Exercise: Go through the entries below and return every line that contains "linejoin".

(Source records)
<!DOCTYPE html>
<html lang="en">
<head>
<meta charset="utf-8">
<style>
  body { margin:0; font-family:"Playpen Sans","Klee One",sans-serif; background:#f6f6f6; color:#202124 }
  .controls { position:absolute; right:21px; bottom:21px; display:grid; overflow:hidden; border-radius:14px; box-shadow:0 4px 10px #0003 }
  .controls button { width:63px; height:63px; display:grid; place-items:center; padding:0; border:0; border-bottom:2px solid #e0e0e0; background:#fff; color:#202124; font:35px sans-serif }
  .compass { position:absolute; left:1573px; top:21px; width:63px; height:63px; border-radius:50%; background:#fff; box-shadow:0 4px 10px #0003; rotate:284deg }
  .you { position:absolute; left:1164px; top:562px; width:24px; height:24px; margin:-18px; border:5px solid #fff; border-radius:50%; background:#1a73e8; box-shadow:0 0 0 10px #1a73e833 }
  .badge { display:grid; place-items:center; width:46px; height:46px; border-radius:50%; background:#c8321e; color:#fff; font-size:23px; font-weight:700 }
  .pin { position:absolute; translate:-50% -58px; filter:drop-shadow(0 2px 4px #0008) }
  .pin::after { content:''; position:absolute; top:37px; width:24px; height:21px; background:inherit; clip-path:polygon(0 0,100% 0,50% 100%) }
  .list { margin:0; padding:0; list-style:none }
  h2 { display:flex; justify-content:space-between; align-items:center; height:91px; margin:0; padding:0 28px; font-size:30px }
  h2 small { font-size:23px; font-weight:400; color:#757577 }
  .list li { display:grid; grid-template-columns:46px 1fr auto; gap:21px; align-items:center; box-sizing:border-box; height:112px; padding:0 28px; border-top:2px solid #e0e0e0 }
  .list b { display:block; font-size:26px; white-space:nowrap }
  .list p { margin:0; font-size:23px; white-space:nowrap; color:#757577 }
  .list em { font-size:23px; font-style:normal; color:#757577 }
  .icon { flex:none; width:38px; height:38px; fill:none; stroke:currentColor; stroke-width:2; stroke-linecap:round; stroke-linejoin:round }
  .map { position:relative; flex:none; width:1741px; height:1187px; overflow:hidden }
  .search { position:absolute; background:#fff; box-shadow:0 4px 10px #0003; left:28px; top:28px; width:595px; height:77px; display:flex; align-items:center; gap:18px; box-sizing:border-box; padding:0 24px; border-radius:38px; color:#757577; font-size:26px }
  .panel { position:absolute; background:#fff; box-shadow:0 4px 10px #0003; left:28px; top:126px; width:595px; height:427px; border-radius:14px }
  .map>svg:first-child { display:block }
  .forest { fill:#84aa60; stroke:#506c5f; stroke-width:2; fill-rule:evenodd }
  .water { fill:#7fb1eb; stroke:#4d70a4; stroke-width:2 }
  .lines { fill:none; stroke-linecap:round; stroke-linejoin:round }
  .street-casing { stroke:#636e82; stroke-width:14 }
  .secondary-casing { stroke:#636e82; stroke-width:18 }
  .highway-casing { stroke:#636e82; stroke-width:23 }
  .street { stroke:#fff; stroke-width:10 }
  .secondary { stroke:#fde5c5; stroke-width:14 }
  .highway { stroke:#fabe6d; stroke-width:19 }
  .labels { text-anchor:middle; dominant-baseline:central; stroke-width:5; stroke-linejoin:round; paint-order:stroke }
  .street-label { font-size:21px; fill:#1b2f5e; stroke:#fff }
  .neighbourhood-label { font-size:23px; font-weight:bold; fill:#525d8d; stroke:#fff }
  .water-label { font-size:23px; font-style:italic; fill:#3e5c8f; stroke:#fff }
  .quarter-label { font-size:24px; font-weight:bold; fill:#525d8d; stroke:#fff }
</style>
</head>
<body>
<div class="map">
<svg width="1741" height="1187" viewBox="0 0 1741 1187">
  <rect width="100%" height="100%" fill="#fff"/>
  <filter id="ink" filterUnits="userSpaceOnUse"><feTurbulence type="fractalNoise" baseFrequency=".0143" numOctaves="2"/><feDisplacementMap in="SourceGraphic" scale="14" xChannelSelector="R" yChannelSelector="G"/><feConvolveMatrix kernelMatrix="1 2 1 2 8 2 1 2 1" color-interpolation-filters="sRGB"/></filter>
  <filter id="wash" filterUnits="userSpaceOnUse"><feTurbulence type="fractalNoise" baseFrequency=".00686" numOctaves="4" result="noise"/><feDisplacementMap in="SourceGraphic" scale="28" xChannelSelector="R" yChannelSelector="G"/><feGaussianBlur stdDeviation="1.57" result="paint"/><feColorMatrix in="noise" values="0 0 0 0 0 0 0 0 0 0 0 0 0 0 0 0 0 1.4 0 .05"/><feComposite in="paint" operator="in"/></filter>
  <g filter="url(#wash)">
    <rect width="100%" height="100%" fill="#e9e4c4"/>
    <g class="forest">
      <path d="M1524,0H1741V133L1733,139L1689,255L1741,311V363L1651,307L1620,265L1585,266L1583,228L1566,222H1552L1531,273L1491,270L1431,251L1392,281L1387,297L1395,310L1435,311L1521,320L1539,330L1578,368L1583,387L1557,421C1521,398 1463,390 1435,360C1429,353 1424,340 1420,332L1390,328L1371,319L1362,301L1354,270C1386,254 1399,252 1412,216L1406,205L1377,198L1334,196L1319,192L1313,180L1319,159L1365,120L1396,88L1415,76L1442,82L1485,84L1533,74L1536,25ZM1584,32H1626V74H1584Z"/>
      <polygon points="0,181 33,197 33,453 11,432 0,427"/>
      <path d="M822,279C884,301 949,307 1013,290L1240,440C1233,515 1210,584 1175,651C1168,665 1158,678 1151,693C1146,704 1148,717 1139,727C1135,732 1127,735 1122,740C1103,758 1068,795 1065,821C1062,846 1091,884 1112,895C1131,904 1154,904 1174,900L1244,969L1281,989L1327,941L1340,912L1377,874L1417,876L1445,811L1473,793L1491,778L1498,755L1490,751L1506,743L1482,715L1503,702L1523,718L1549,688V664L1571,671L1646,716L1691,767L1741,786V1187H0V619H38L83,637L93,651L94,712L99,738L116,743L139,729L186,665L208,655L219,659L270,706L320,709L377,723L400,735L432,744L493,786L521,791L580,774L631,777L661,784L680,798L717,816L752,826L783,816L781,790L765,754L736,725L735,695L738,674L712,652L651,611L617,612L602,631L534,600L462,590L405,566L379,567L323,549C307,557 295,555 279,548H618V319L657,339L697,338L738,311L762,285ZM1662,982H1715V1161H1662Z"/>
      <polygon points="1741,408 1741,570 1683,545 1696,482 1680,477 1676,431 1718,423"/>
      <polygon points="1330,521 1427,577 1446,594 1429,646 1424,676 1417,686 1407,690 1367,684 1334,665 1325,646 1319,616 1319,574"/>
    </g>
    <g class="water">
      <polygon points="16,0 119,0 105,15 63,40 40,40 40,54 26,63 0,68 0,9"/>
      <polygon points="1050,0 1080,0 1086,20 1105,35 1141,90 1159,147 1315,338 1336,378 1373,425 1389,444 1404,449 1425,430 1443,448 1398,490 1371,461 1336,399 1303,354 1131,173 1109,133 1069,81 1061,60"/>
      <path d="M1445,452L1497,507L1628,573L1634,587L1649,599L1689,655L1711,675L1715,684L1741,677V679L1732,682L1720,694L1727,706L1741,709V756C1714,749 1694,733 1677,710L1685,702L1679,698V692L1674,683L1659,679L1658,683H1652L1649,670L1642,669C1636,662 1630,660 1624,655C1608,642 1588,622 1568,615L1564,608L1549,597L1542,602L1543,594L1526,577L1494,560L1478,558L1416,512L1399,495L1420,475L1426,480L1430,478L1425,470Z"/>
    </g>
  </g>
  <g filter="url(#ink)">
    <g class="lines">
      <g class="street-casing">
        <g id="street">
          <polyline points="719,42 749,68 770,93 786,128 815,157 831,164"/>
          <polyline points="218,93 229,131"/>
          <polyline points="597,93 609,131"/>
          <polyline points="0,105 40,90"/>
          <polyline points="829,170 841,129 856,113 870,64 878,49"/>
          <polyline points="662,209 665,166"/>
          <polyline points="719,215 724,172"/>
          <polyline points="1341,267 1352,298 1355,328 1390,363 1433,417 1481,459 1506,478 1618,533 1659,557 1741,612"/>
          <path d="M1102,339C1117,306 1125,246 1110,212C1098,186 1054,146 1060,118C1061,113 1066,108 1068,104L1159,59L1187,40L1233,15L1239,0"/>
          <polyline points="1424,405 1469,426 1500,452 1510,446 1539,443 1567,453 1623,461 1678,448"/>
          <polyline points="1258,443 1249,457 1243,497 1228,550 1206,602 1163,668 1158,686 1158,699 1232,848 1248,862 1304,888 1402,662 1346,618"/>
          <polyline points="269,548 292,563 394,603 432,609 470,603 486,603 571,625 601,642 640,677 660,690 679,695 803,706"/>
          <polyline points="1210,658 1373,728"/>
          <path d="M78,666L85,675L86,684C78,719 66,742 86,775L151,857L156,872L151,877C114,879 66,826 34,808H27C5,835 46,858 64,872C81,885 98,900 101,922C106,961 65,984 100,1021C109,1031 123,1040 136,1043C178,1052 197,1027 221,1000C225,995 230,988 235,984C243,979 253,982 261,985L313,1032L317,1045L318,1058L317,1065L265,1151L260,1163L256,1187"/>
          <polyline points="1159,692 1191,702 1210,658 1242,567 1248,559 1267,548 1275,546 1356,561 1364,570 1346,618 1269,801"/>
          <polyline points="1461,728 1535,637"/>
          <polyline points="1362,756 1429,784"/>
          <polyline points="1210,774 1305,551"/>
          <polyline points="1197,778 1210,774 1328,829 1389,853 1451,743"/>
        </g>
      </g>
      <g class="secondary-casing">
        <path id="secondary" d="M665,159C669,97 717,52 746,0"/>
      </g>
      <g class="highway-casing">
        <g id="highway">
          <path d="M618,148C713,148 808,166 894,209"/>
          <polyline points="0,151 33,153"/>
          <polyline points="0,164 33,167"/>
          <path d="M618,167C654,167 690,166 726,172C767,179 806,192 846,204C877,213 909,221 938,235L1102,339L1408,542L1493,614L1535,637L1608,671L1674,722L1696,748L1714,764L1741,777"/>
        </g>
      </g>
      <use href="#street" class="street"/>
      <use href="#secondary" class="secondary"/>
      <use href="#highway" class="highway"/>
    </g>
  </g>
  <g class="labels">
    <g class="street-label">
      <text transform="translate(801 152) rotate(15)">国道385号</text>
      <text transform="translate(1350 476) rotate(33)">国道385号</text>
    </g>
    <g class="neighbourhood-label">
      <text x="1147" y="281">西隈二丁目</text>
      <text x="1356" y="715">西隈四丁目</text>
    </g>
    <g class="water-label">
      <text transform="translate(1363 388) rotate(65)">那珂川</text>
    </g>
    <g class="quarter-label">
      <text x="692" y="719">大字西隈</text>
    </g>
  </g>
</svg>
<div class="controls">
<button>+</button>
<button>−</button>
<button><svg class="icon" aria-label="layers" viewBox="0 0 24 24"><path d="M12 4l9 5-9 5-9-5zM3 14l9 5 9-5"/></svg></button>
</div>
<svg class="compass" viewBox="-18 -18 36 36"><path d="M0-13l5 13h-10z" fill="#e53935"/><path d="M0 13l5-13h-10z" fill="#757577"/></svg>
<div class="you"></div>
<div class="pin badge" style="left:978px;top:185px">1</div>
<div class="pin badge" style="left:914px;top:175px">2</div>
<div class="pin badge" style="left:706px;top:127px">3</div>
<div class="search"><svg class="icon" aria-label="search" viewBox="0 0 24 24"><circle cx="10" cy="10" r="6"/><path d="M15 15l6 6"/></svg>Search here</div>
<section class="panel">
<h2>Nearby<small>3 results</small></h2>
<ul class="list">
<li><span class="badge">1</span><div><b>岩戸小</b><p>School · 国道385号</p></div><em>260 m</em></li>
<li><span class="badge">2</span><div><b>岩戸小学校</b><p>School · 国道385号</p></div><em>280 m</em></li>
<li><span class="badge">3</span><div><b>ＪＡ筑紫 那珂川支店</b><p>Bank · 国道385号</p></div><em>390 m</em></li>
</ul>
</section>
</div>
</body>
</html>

Exercise solution:
  .icon { flex:none; width:38px; height:38px; fill:none; stroke:currentColor; stroke-width:2; stroke-linecap:round; stroke-linejoin:round }
  .lines { fill:none; stroke-linecap:round; stroke-linejoin:round }
  .labels { text-anchor:middle; dominant-baseline:central; stroke-width:5; stroke-linejoin:round; paint-order:stroke }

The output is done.